Jak podaje Reuters, wiele lotów międzynarodowych zostało odwołanych, a operacje w porcie Dar es Salaam, który jest węzłem importu i eksportu paliw wydobywanych w całym regionie, zostały zakłócone.
Polacy wezwani do opuszczenia Tanzanii. Trwają niebezpieczne protesty
Polska turystka, która zdołała uciec z Tanzanii, przekazała Interii, że konsulat zalecił jak najszybsze wydostanie się z kraju. Trudności mogą mieć jednak ci, którzy z różnych przyczyn nie są w stanie wyjść z hoteli.
- Sytuacja jest dość napięta. Wyłączyli internet w całym kraju, sklepy i stacje benzynowe są zamknięte. Bardzo dużo lotów jest odwołanych. Dużo osób tkwi na lotniskach i nie bardzo wiadomo, co dalej robić, bo nawet tam jest problem z kupieniem jakiegokolwiek biletu, bo nie ma internetu - relacjonuje Interii turystka.
Polka przekazała nam również, że udało jej się zająć miejsce w ostatnim samolocie, który dostał wówczas zgodę na wylot. - Po nas wszystkie loty były odwołane. I z tego, co słyszałam, na Zanzibarze jest bardzo podobnie - dodała.
Komunikat polskiego rządu. "Odradzamy podróże"
Ministerstwo Spraw Zagranicznych odradza podróże na całym terenie Zjednoczonej Republiki Tanzanii.
"W związku z gwałtownym zaostrzeniem sytuacji bezpieczeństwa - po wyborach prezydenckich i parlamentarnych 29 października 2025 r. - władze wprowadziły do odwołania godzinę policyjną w Dar es Salaam. Wzmożono na ulicach obecność sił wojskowych i policyjnych" - przekazano na stronie ministerstwa.
Resort ostrzegł również przed czasowymi przerwami w dostępie do internetu czy połączeń telefonicznych. Wezwanie pomocy może być w danym momencie niemożliwe.
Wybory prezydenckie w Tanzanii. Opozycja odrzuca zwycięstwo Samii Suluhu Hassan
Komisja wyborcza ogłosiła, że wybory prezydenckie w Tanzanii wygrała obecnie urzędująca Samia Suluhu Hassan. Głos na nią oddało 31,9 mln osób - co stanowi 97,66 proc. wszystkich głosujących. Frekwencja wyniosła niemal 87 proc.
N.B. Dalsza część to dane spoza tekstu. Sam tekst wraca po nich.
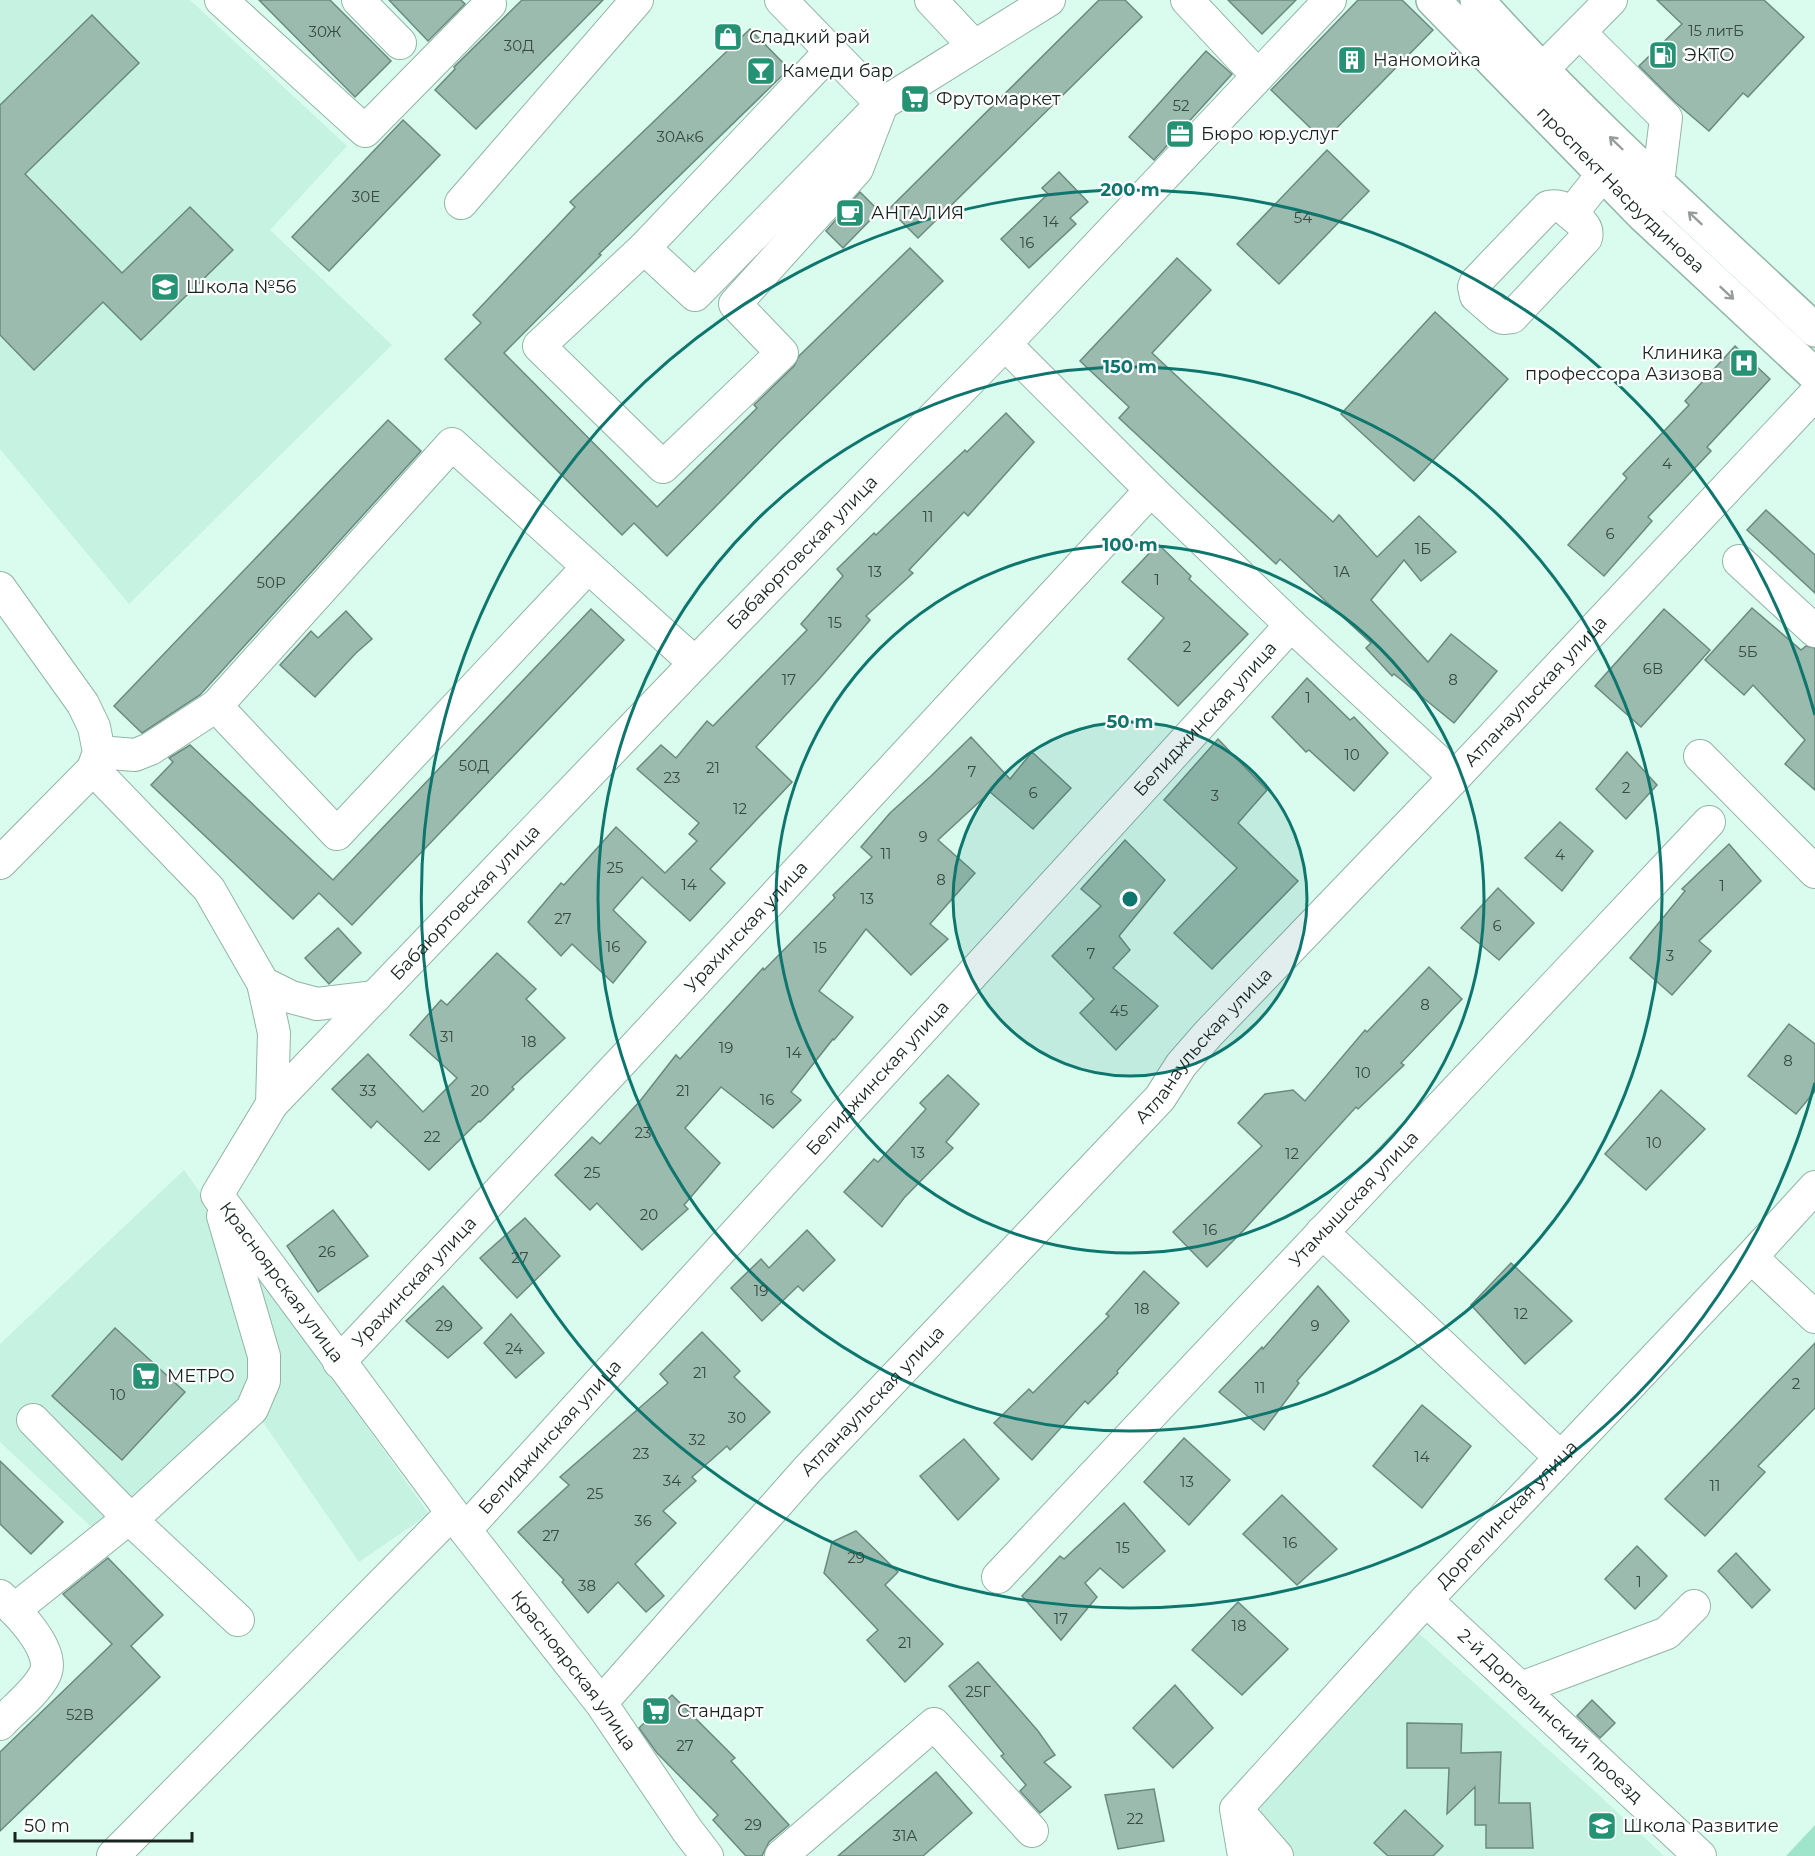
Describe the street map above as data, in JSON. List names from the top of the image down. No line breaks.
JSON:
{"streets":{"main road":["проспект Насрутдинова"],"street":["Бабаюртовская улица","Атланаульская улица","Белиджинская улица","Урахинская улица","Утамышская улица","Красноярская улица","Доргелинская улица","2-й Доргелинский проезд"]},"crossings":[["Бабаюртовская улица","Красноярская улица"],["Атланаульская улица","Красноярская улица"],["Белиджинская улица","Красноярская улица"],["Урахинская улица","Красноярская улица"],["Доргелинская улица","2-й Доргелинский проезд"]],"places":{"shop":["Сладкий рай"],"fuel station":["ЭКТО"],"building":["Наномойка"],"bar":["Камеди бар"],"supermarket":["Фрутомаркет","МЕТРО","Стандарт"],"office":["Бюро юр.услуг"],"cafe":["АНТАЛИЯ"],"school or university":["Школа №56","Школа Развитие"],"hospital":["Клиника профессора Азизова"]},"house_numbers":["15 литБ","30Ж","30Д","52","30Ак6","30Е","54","14","16","4","11","6","1Б","13","1А","1","50Р","15","2","5Б","6В","17","8","1","10","50Д","21","7","23","2","6","3","12","9","11","4","25","8","14","1","13","27","6","16","15","7","3","8","45","31","18","19","14","8","10","33","20","21","16","23","22","10","13","12","25","20","16","26","27","19","18","12","29","9","24","21","2","11","10","30","32","23","14","34","13","11","25","36","27","16","15","29","1","38","17","18","21","25Г","52В","27","22","29","31А"],"scale_bar":"50 m","rings":["200 m","150 m","100 m","50 m"]}
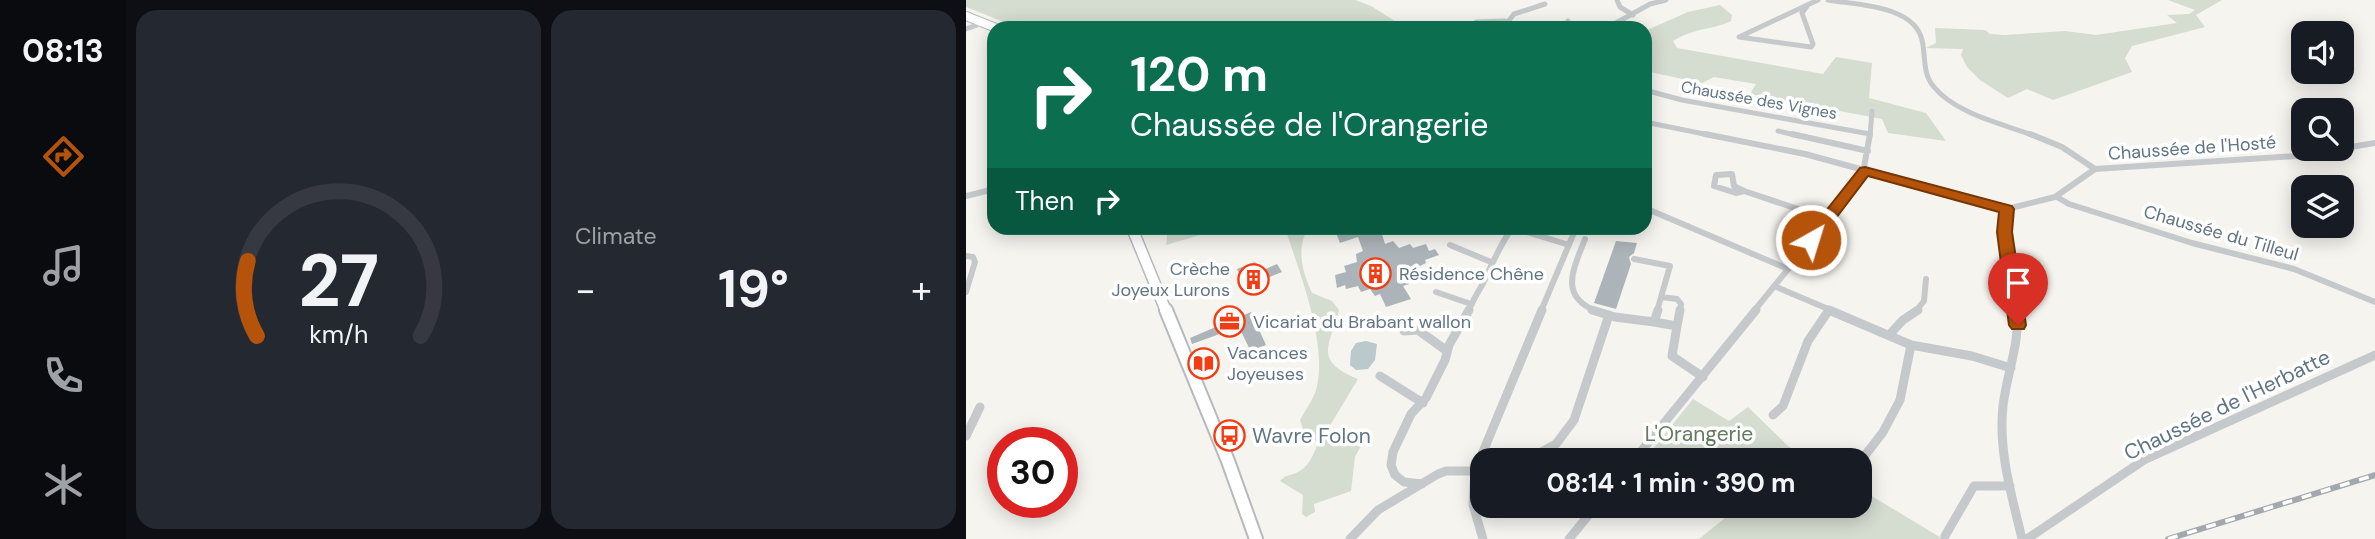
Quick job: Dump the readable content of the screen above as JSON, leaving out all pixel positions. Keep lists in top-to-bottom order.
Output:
{
  "streets": {
    "street": [
      "Chaussée des Vignes",
      "Chaussée de l'Hosté",
      "Chaussée du Tilleul",
      "Chaussée de l'Herbatte"
    ]
  },
  "parks": ["L'Orangerie"],
  "places": {
    "building": ["Résidence Chêne", "Crèche Joyeux Lurons"],
    "office": ["Vicariat du Brabant wallon"],
    "library": ["Vacances Joyeuses"],
    "bus stop": ["Wavre Folon"]
  },
  "page": {
    "tabs": "08:13",
    "tile": "Climate",
    "turn": ["120 m", "Chaussée de l'Orangerie"],
    "then": "Then",
    "heat": ["−", "19°", "+"],
    "limit": "30",
    "trip": "08:14 · 1 min · 390 m",
    "gauge": ["27", "km/h"]
  }
}
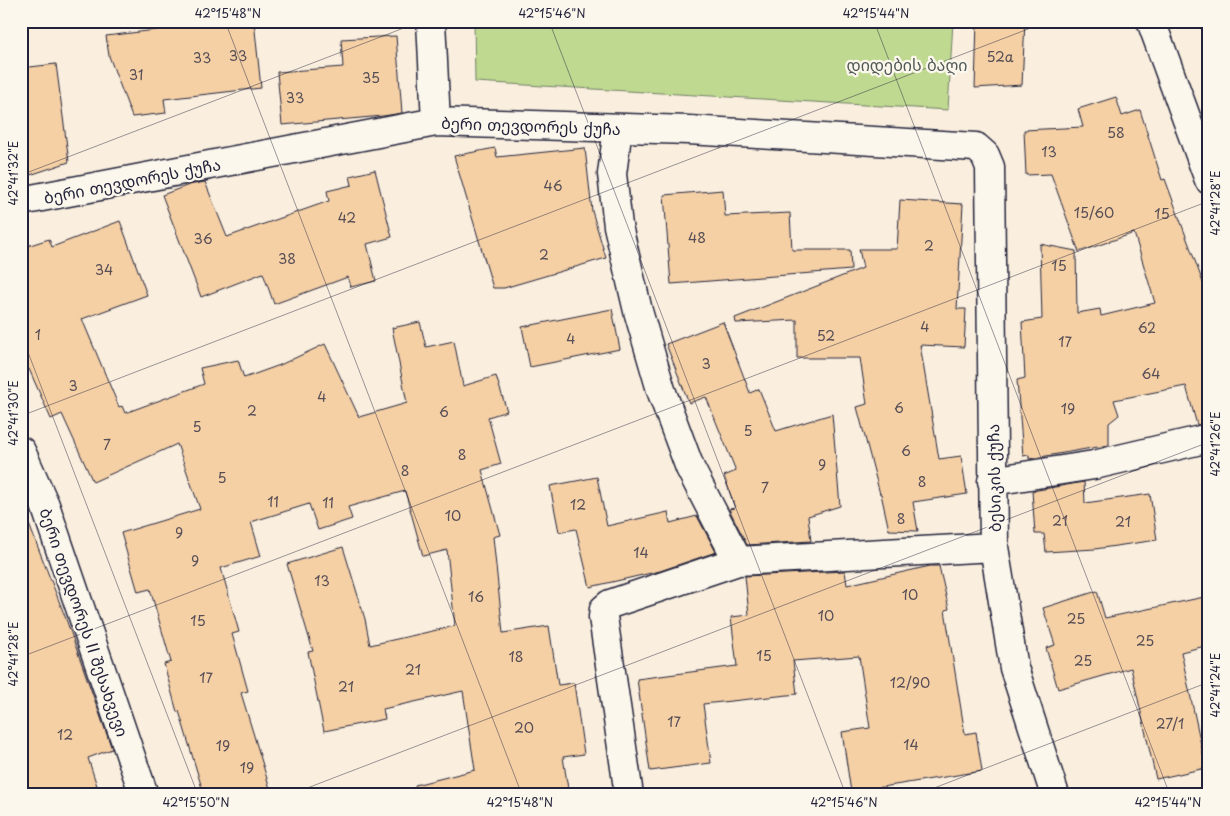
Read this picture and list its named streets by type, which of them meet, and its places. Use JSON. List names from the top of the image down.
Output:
{
  "streets": {
    "street": ["ბერი თევდორეს ქუჩა", "ბესიკის ქუჩა", "ბერი თევდორეს II შესახვევი"]
  },
  "crossings": [
    ["ბერი თევდორეს ქუჩა", "ბესიკის ქუჩა"]
  ],
  "parks": ["დიდების ბაღი"],
  "house_numbers": [
    "33",
    "52a",
    "33",
    "31",
    "35",
    "33",
    "58",
    "13",
    "46",
    "15/60",
    "15",
    "42",
    "48",
    "36",
    "2",
    "2",
    "38",
    "15",
    "34",
    "4",
    "62",
    "1",
    "52",
    "4",
    "17",
    "3",
    "64",
    "3",
    "4",
    "6",
    "19",
    "2",
    "6",
    "5",
    "5",
    "7",
    "6",
    "8",
    "9",
    "8",
    "5",
    "8",
    "7",
    "11",
    "11",
    "12",
    "10",
    "8",
    "21",
    "21",
    "9",
    "14",
    "9",
    "13",
    "10",
    "16",
    "10",
    "25",
    "15",
    "25",
    "15",
    "18",
    "25",
    "21",
    "17",
    "12/90",
    "21",
    "17",
    "27/1",
    "20",
    "12",
    "14",
    "19",
    "19"
  ],
  "coordinates": [
    "42°15'48\"N",
    "42°15'46\"N",
    "42°15'44\"N",
    "42°41'32\"E",
    "42°41'28\"E",
    "42°41'30\"E",
    "42°41'26\"E",
    "42°41'24\"E",
    "42°15'50\"N"
  ]
}
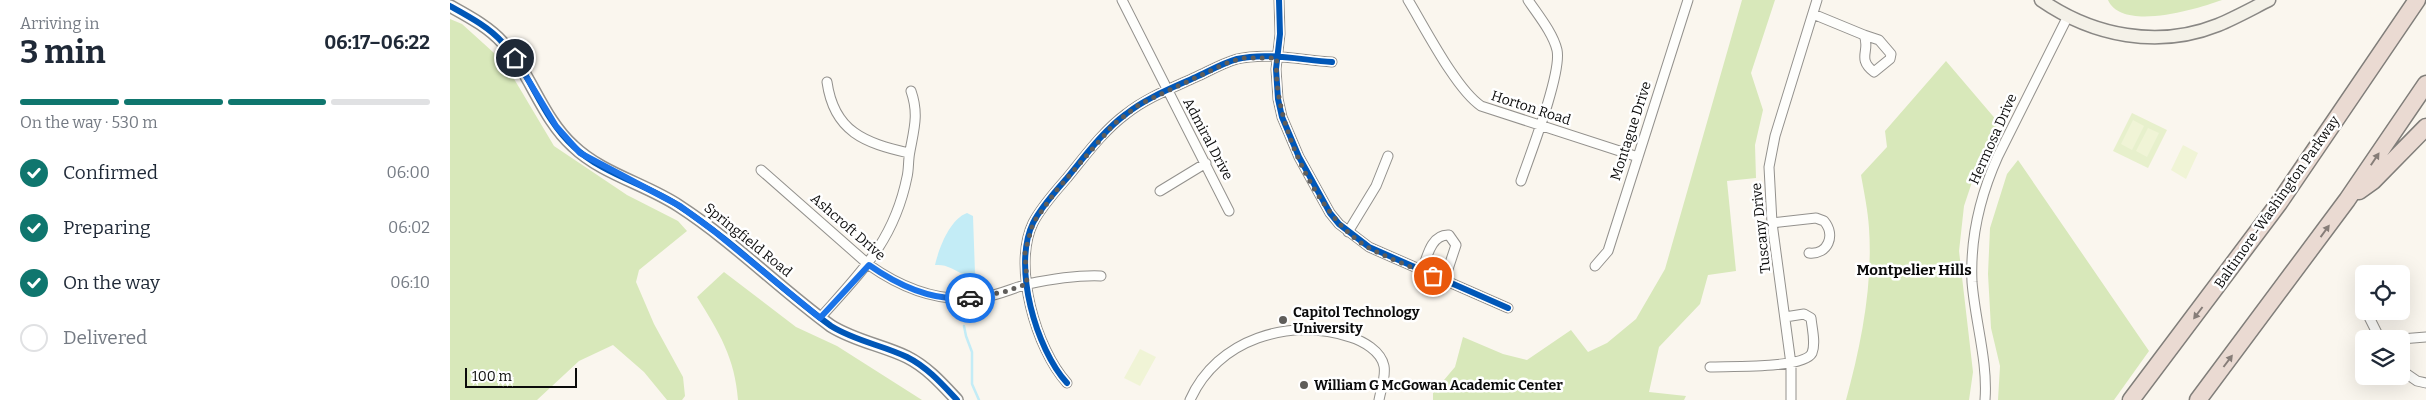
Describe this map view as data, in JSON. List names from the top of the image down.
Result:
{
  "streets": {
    "highway": ["Baltimore-Washington Parkway"],
    "street": [
      "Horton Road",
      "Montague Drive",
      "Admiral Drive",
      "Hermosa Drive",
      "Ashcroft Drive",
      "Tuscany Drive",
      "Springfield Road"
    ]
  },
  "crossings": [
    ["Horton Road", "Montague Drive"]
  ],
  "districts": ["Montpelier Hills"],
  "places": ["Capitol Technology University", "William G McGowan Academic Center"],
  "scale_bar": "100 m",
  "page": {
    "heading": ["3 min", "Arriving in", "06:17–06:22"],
    "bar": "On the way · 530 m",
    "list": [
      ["Confirmed", "06:00"],
      ["Preparing", "06:02"],
      ["On the way", "06:10"],
      "Delivered"
    ],
    "scale": "100 m"
  }
}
Partia Chadema, która została wykluczona z wyborów za odmowę podpisania kodeksu postępowania i której lider Tundu Lissu został aresztowany pod zarzutem zdrady w kwietniu, oświadczyła w sobotę późnym wieczorem, że wyniki są "całkowicie sfabrykowane".
"CHADEMA zdecydowanie odrzuca tzw. wyniki wyborów ogłoszone przez Państwową Komisję Wyborczą. Wyniki te nie mają oparcia w rzeczywistości, ponieważ prawda jest taka, że w Tanzanii nie odbyły się żadne prawdziwe wybory" - napisano w komunikacie.
"Ogólnokrajowe demonstracje są wyraźnym dowodem na to, że obywatele nie wzięli udziału w tym, co nazywa się wyborami, i że odrzucają każdego, kto wyłania się z tego wadliwego procesu wyborczego" - dodała partia w oświadczeniu.